Top of STORED DATA

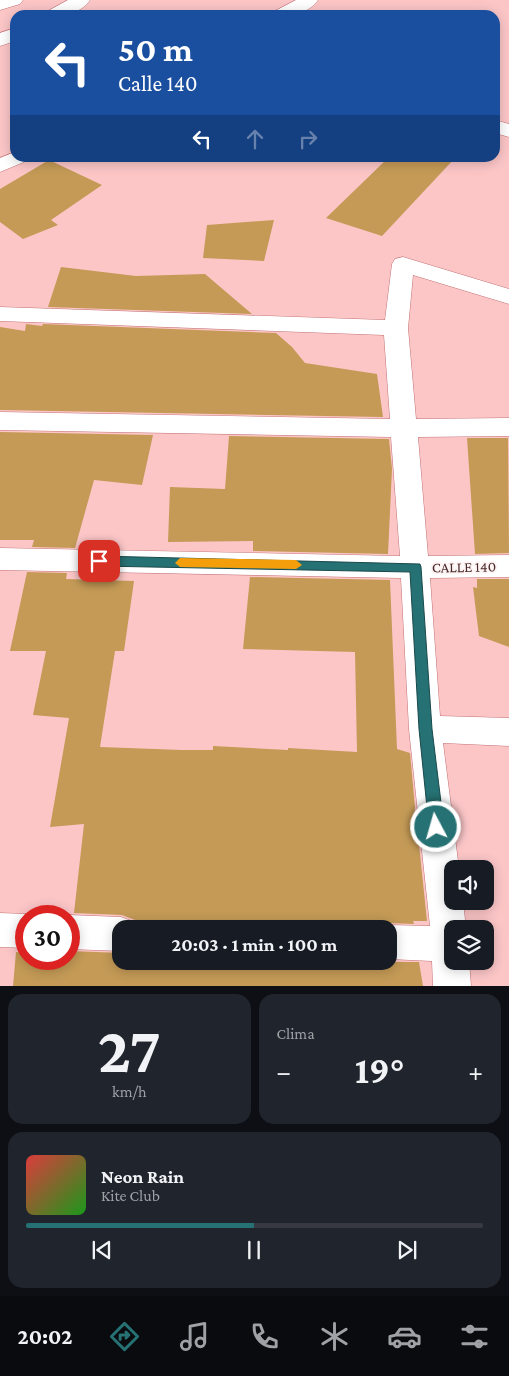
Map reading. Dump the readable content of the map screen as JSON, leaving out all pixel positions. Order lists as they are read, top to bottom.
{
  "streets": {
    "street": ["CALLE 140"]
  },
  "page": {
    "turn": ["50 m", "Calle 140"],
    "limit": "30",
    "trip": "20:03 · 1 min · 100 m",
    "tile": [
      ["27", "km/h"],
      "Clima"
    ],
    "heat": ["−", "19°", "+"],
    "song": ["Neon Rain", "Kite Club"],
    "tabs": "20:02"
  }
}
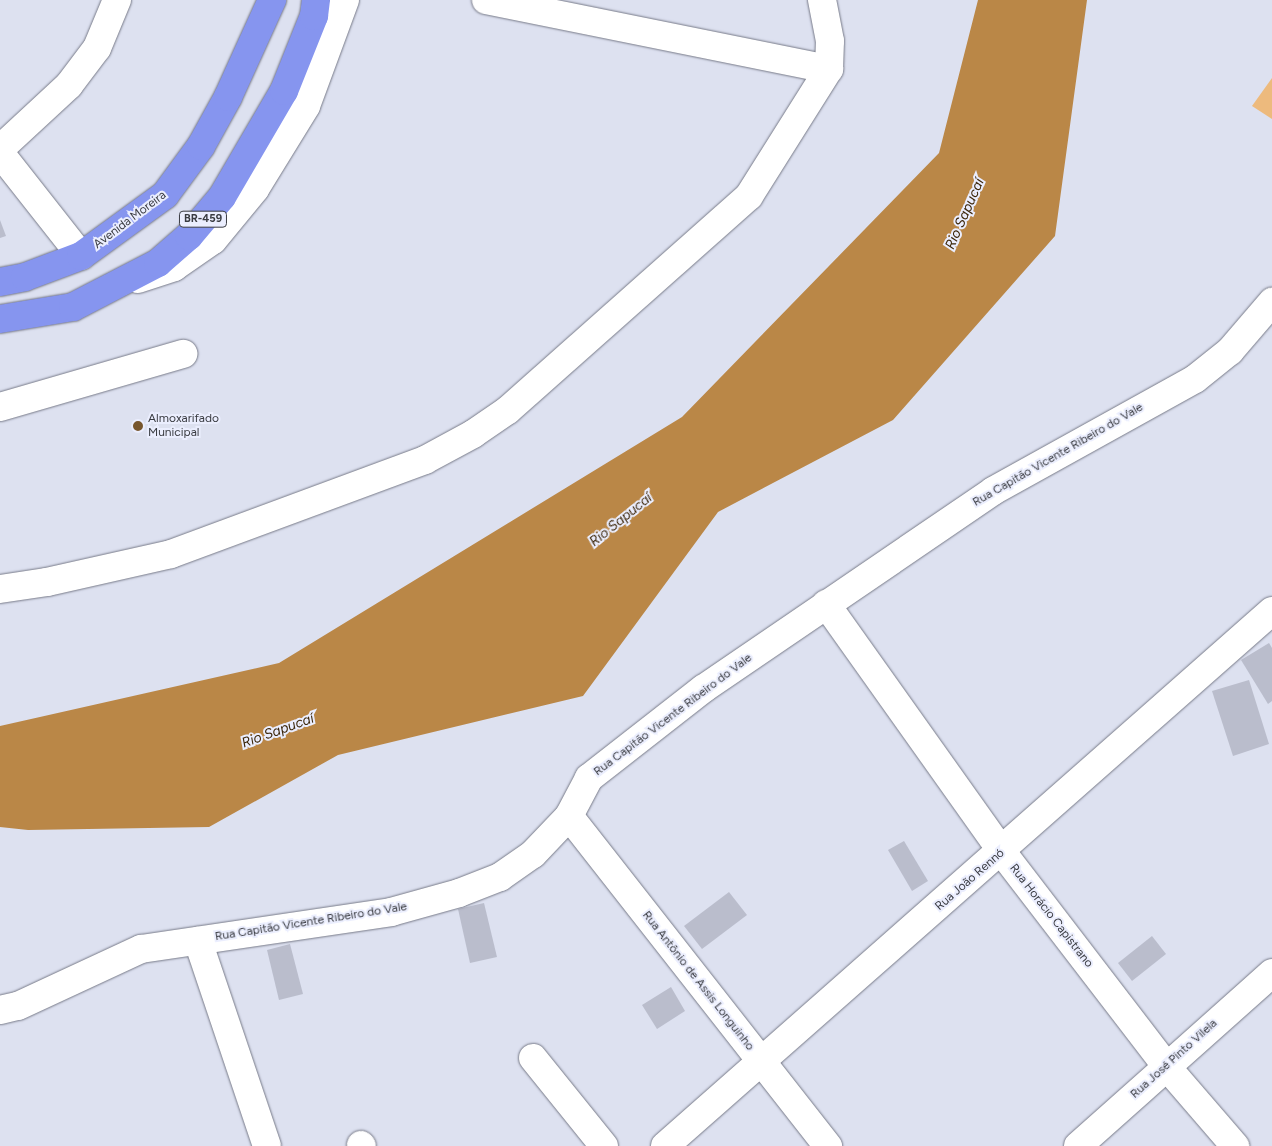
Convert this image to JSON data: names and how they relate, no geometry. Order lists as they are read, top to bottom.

Bottom of STORED DATA

-- WHAT THE TASK REQUIRES --
Please repeat the records above exactly, leaving every picture out.

-- RESPONSE TO THE EXERCISE --
Map reading. Dump the readable content of the map screen as JSON, leaving out all pixel positions. Order lists as they are read, top to bottom.
{
  "streets": {
    "street": ["CALLE 140"]
  },
  "page": {
    "turn": ["50 m", "Calle 140"],
    "limit": "30",
    "trip": "20:03 · 1 min · 100 m",
    "tile": [
      ["27", "km/h"],
      "Clima"
    ],
    "heat": ["−", "19°", "+"],
    "song": ["Neon Rain", "Kite Club"],
    "tabs": "20:02"
  }
}
Convert this image to JSON data: names and how they relate, no geometry. Order lists as they are read, top to bottom.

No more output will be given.